(Task to complete):
Go through the data below and copy each line where the word "linejoin" occurs.

(Data shown):
=-=-=

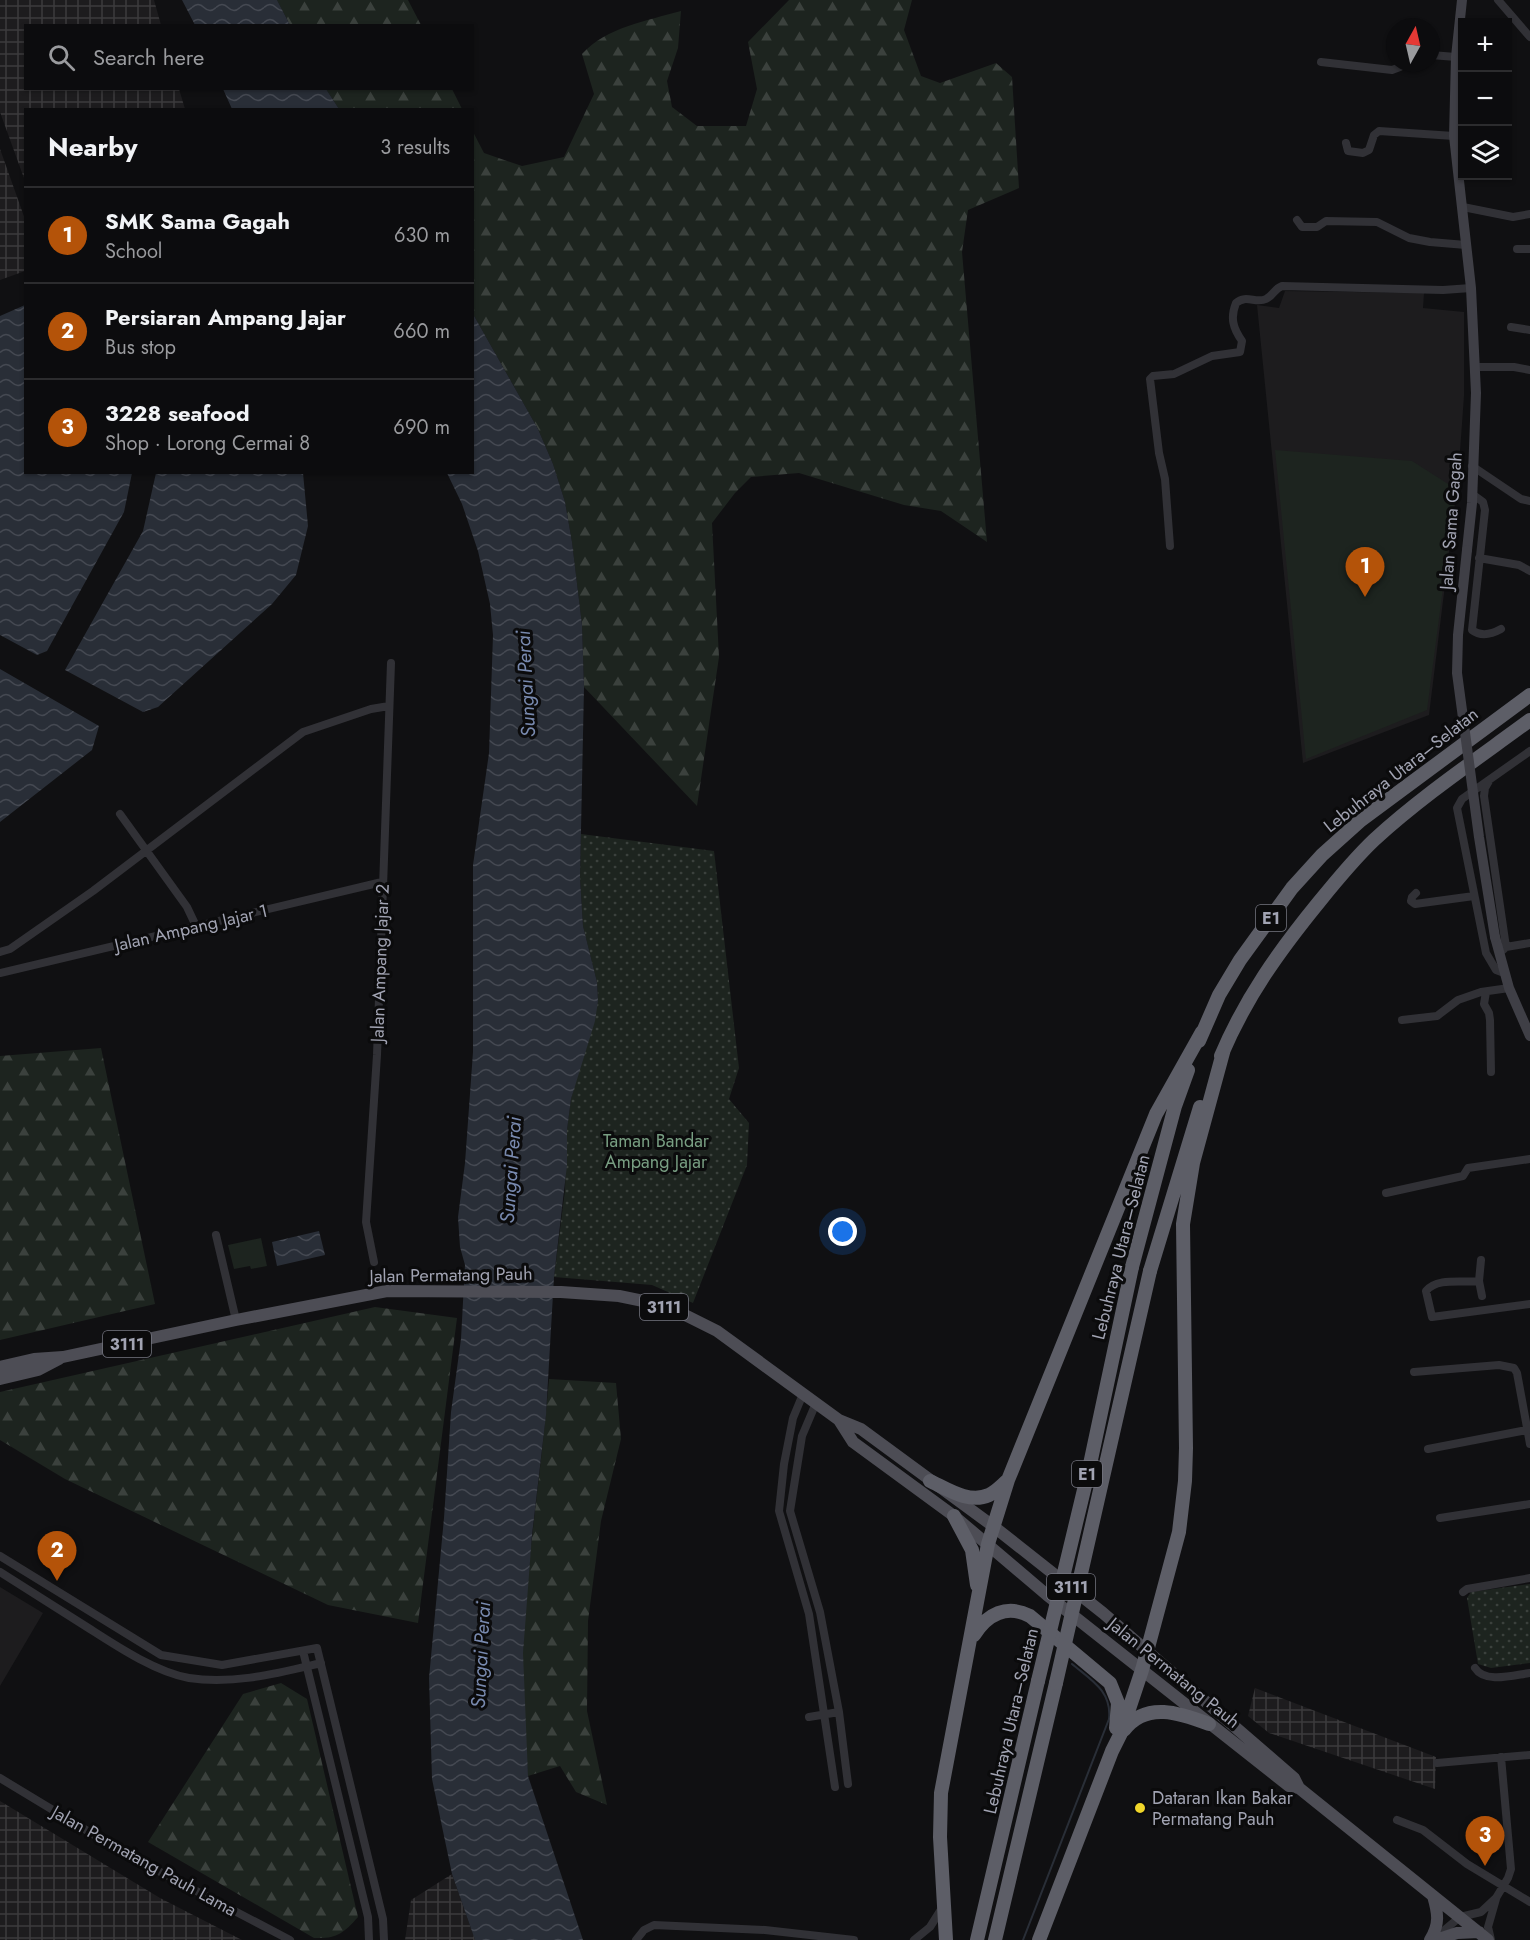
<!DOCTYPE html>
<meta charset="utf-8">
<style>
:root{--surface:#0c0c0e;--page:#151517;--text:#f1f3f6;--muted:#9a9b9e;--line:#2c2c2e;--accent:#b45309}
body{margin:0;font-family:Jost,sans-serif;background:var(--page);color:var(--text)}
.controls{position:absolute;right:18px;top:18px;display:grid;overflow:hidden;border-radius:0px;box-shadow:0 2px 4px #0004}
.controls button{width:54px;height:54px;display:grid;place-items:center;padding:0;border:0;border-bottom:2px solid var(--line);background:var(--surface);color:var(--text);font:30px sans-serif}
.compass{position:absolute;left:1386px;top:18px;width:54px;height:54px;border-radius:50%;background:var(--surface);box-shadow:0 2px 4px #0004;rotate:8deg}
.you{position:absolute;left:843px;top:1232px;width:21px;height:21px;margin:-15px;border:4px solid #fff;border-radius:50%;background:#1a73e8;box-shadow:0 0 0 9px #1a73e833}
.badge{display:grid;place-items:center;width:39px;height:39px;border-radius:50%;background:var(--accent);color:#fff;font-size:20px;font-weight:700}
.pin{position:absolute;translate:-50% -50px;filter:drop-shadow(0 2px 3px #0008)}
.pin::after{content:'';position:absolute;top:32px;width:21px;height:18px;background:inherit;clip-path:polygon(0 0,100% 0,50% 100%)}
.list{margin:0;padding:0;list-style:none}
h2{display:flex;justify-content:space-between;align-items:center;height:78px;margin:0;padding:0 24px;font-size:26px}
h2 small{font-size:20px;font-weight:400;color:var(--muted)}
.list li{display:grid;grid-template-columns:39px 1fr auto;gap:18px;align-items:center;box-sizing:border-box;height:96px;padding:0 24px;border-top:2px solid var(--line)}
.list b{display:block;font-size:22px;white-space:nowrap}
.list p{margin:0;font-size:20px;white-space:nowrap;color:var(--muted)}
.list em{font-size:20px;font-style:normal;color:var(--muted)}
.icon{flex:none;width:33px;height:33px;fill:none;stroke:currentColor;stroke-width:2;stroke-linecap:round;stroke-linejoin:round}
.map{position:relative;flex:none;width:1530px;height:1940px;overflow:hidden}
.search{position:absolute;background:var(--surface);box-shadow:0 2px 4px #0004;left:24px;top:24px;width:450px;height:66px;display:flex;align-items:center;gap:15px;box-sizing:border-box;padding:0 21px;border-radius:0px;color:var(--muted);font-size:22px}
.panel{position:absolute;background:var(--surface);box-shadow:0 2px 4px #0004;left:24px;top:108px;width:450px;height:366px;border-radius:0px}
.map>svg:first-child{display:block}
.built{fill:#1d1c1e}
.industrial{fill:url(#industrial-grid)}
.forest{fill:url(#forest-firs)}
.park{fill:url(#park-dots)}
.pitch{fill:#1d241f}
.water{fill:url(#water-waves)}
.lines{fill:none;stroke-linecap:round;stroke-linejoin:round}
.stream{stroke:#292e37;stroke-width:2}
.street{stroke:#313136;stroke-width:8}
.secondary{stroke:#3f3f46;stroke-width:10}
.primary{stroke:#4d4d55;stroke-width:12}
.highway{stroke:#5d5e67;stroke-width:14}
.secondary-bridge{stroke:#3f3f46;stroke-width:10}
.highway-bridge{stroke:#5d5e67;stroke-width:14}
.poi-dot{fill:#f0d62a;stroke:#0b0b0c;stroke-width:2}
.labels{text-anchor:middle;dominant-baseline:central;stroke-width:6;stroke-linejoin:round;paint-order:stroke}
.shield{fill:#0b0b0c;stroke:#747580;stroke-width:1.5}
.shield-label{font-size:16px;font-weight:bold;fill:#a1a3b2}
.street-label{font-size:18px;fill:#a1a3b2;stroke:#0b0b0c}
.park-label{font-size:18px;fill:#789e82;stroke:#0b0b0c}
.poi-label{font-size:18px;fill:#a1a3b2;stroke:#0b0b0c;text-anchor:start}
.water-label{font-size:20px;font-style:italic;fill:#7889ae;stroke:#0b0b0c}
</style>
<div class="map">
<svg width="1530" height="1940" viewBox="0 0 1530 1940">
<defs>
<pattern id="industrial-grid" width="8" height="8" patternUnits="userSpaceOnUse" patternTransform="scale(1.5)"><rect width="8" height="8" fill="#1d1c1e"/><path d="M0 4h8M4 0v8" fill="none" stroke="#3b3a3c"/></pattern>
<pattern id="forest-firs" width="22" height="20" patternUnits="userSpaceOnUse" patternTransform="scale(1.5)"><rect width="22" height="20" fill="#1d241f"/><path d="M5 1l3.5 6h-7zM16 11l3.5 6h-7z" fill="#3b413d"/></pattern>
<pattern id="park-dots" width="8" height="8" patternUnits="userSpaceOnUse" patternTransform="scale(1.5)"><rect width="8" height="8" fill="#1d241f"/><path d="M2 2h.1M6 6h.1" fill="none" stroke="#3b413d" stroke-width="1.8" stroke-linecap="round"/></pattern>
<pattern id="water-waves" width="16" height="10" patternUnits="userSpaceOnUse" patternTransform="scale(1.5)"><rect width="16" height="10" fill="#292e37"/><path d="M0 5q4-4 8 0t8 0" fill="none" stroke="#454952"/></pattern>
</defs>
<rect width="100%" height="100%" fill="#101012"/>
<path class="built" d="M1285,291l139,2 -1,15 41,4v84l-6,83 -29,236 -126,48 -46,-458 22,3z
M0,1587l43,26 -43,73z"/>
<path class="industrial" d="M0,0h154l7,25 -135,1v62l153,1 6,20 -159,1 -1,71 -25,-69z
M0,149l26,73 -1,49 -25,9z
M1255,1688l181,69 -1,32 -166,-56 -21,-17z
M0,1801l160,97 82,42h-242z
M452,1874l23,66h-70l6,-40z"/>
<path class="forest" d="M277,0h131l13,25h-131z
M789,0h123l-8,30 17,46 19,7 56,-20 16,14 7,111 -51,22 -6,42 25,290 -46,-31 -37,-6 -105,-32 -48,4 -16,16 -23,30 7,134 -22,149 -113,-119 -2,-62 -10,-83 -7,-40 -12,-38 -15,-35 -65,-115 -1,-184 12,23 38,13 42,-9 30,-63 -12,-40c25,-27 64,-33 99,-43l-3,37 -11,33 5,26 25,19h49l11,-37 -9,-47z
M326,89h126l10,20h-123z
M101,1048l54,256 -155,36v-284z
M375,1307l82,11 -39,305 -90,-18 -263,-126 -65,-39v-48z
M549,1379l67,4 5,56 -20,82 -13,100 -1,90 20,94 -31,-13 -16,-26 -32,10c-3,-41 -6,-83 -5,-124 3,-91 19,-182 26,-273z
M281,1683l26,16 51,218c-15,17 -22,22 -44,21l-166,-96 95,-148z"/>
<path class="park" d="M581,834l133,17 25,217 -10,31 20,24 -2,42 -54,138 -41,-18 -98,-8 11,-87 2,-60 4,-31 27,-98 -1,-19 -14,-56 -3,-48z
M1530,1584v79l-39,5 -13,-4 -11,-66 4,-6z"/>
<path class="pitch" d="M1275,450l137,11 44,28 -29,221 -121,49z
M261,1238l6,28 -16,3 -1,-3 -16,3 -6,-24z"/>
<path class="water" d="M182,0h95l13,25h-95z
M223,89h103l13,20h-107z
M25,305l1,167 106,1 -8,39 -77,139 -10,4 -37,-20v-319z
M473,314l65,115 15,35 12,38 7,40 10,83 2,62 -4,191 3,48 14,56 1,19 -3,20 -24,78 -4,31v35l-13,112 -8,138 -14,120 -9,118 5,123 55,164h-108l-23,-66 -20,-95 -3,-101 15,-160 7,-106 10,-73 4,-74 -5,-18 -2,-30 7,-54 8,-111v-187l16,-112 4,-118 -3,-31 -12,-53 -16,-47 -15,-31 25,-1z
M156,473h147l5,53 -12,49 -24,29 -114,103 -15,5 -78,-42 78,-139z
M0,669l99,57 -7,24 -92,72z
M319,1231l6,24 -48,11 -5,-24z"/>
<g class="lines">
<path class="stream" d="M1023,1940l86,-221c3,-28 -18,-39 -37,-55"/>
<path class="street" d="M1498,0l32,37
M1431,55l25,2
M1321,62l71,8 8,-3 2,-4
M1346,143l2,8 15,2 6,-3 5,-15 5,-4 75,5
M1463,207l50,10 17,-3
M1297,220l5,7h15l9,-6 51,1 32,16 21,4 36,3
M1517,249h13
M1511,327l19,3
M1474,367h40l16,3
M1472,466l49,33 9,2
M1472,494l11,8 2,8 -13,120c9,7 20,4 29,-1
M1170,546l-5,-67 -6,-26 -9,-74 3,-3 21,-2 38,-18 28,-4 2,-11c-9,-13 -12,-23 -6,-38 10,-9 20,1 30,-4 8,-4 8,-10 16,-13l161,4 28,-2
M1479,558l40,7 11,6
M1489,781l-4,7 -1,8 22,151
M120,814l67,93 9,19
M1416,893l-4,4 -1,4 4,3 59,-8
M1503,950l3,-3 24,-4
M0,952l10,-3 83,-58 210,-159 68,-23 18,-3
M0,973l382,-91
M1504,973l-8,-3 -10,-17 -29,-145 5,-9 68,-48
M1486,992l-2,12 5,9 1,7 1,52
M1402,1020l35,-4 21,-16 23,-8 28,-4
M1386,1193l77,-17 5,-8 62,-9
M216,1235l20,85
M1481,1260l-2,21 3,15
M374,1262l-8,-40 11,-167 14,-392
M1479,1281c-16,2 -42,-4 -53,10l6,26 98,-13
M1414,1372l85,-7 15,3 3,5 13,71
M803,1394l-10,24 -9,46 -5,47 30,103 26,173
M816,1403l-14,33 -12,75 30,101 19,100 9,72
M1428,1449l99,-19
M1440,1518l90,-14
M0,1556l161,99 61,10 95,-17 66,271 1,21
M0,1572c30,19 60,38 90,57 28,18 66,43 99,49 44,7 89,-5 132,-15
M1463,1592l4,-3 63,-11
M303,1651l65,266 1,23
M1475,1668c10,16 39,7 55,5
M809,1717l30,-5
M1437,1763l93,-8
M0,1778l124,75 166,87
M1397,1820l26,10 44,34 63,38
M1436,1937l24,-20 21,-5 15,-14 12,-20 3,-9 -10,-112
M636,1940l8,-10 10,-5 111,5 89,10
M914,1940l16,-13 12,-19
M1491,1940l-3,-13 8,-28"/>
<path class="secondary" d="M1462,0l-6,57 -2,79 17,152 5,105 -4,110 -5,47
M1495,937l14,51 21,48"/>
<path class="primary" d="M0,1367l34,-8 29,-2 173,-37 151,-29 174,1 58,4 34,7 24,8 40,20 122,89 22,9 132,97 110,87 191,165 5,10 189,152
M0,1379l38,-9 21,-11
M839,1420l14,22 101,74 93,79 242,191 10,2
M1430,1940c10,-16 8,-27 3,-44
M1436,1940l21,-7 22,-1"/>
<path class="highway" d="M1199,1041l20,-46 21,-35 52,-72 30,-33 39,-35 169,-125
M1221,1056c25,-59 58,-105 98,-154 17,-21 35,-43 55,-62 48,-44 103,-81 156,-120
M1132,1267l43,-161 13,-36
M1150,1271l50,-164
M930,1481c17,8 39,23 59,14 7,-3 13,-10 19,-15
M954,1516l18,34 5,35
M974,1635c13,-21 33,-31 56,-19l80,67 8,20 -2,25
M1124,1730c22,-29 56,-17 85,-6
M946,1940l-6,-103 1,-44 47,-249 20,-64 148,-366 46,-82
M977,1940l61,-259
M995,1940l61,-257
M1039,1940l73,-189 9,-18 21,-63 37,-138 6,-51 1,-33 -3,-224 10,-61 31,-114"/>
<path class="secondary-bridge" d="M1467,550l-9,85 -1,38 22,164 16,100"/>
<path class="highway-bridge" d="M1038,1681l51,-212 43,-202
M1056,1683l94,-412"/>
</g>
<circle class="poi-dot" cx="1140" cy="1808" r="6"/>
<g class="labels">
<g class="shield">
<rect x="1256" y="905" width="30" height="26" rx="4.5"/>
<rect x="640" y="1294" width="48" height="26" rx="4.5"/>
<rect x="103" y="1331" width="48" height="26" rx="4.5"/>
<rect x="1072" y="1461" width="30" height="26" rx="4.5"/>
<rect x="1047" y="1574" width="48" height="26" rx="4.5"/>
</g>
<g class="shield-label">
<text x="1271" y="918">E1</text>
<text x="664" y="1307">3111</text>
<text x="127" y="1344">3111</text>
<text x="1087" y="1474">E1</text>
<text x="1071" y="1587">3111</text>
</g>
<g class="street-label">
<text transform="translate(1451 521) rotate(-86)">Jalan Sama Gagah</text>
<text transform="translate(1401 770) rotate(-38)">Lebuhraya Utara–Selatan</text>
<text transform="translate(191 928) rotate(-13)">Jalan Ampang Jajar 1</text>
<text transform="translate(380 963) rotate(-88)">Jalan Ampang Jajar 2</text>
<text transform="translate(1121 1247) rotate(-76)">Lebuhraya Utara–Selatan</text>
<text transform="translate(451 1275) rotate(-1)">Jalan Permatang Pauh</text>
<text transform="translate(1174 1673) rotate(39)">Jalan Permatang Pauh</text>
<text transform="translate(1011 1721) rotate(-77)">Lebuhraya Utara–Selatan</text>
<text transform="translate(144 1861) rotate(29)">Jalan Permatang Pauh Lama</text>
</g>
<g class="park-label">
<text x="656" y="1141">Taman Bandar<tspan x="656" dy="21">Ampang Jajar</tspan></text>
</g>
<g class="poi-label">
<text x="1152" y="1798">Dataran Ikan Bakar<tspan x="1152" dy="21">Permatang Pauh</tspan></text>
</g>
<g class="water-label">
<text transform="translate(526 684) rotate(-93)">Sungai Perai</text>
<text transform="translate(511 1170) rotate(-86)">Sungai Perai</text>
<text transform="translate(481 1655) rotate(-87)">Sungai Perai</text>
</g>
</g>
</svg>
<div class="controls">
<button>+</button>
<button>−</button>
<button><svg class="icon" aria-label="layers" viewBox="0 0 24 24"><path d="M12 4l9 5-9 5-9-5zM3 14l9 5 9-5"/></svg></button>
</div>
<svg class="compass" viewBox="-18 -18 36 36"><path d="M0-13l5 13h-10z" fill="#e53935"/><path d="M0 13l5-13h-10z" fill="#9a9b9e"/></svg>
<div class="you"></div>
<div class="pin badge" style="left:1365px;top:597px">1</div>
<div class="pin badge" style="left:57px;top:1581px">2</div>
<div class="pin badge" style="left:1485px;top:1866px">3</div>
<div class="search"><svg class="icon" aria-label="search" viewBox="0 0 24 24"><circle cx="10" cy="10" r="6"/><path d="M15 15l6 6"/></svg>Search here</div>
<section class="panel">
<h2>Nearby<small>3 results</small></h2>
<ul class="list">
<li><span class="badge">1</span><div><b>SMK Sama Gagah</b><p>School</p></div><em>630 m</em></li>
<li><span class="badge">2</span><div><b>Persiaran Ampang Jajar</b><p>Bus stop</p></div><em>660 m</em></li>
<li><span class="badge">3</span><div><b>3228 seafood</b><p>Shop · Lorong Cermai 8</p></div><em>690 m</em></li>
</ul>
</section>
</div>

=-=-=

(Result of this task):
.icon{flex:none;width:33px;height:33px;fill:none;stroke:currentColor;stroke-width:2;stroke-linecap:round;stroke-linejoin:round}
.lines{fill:none;stroke-linecap:round;stroke-linejoin:round}
.labels{text-anchor:middle;dominant-baseline:central;stroke-width:6;stroke-linejoin:round;paint-order:stroke}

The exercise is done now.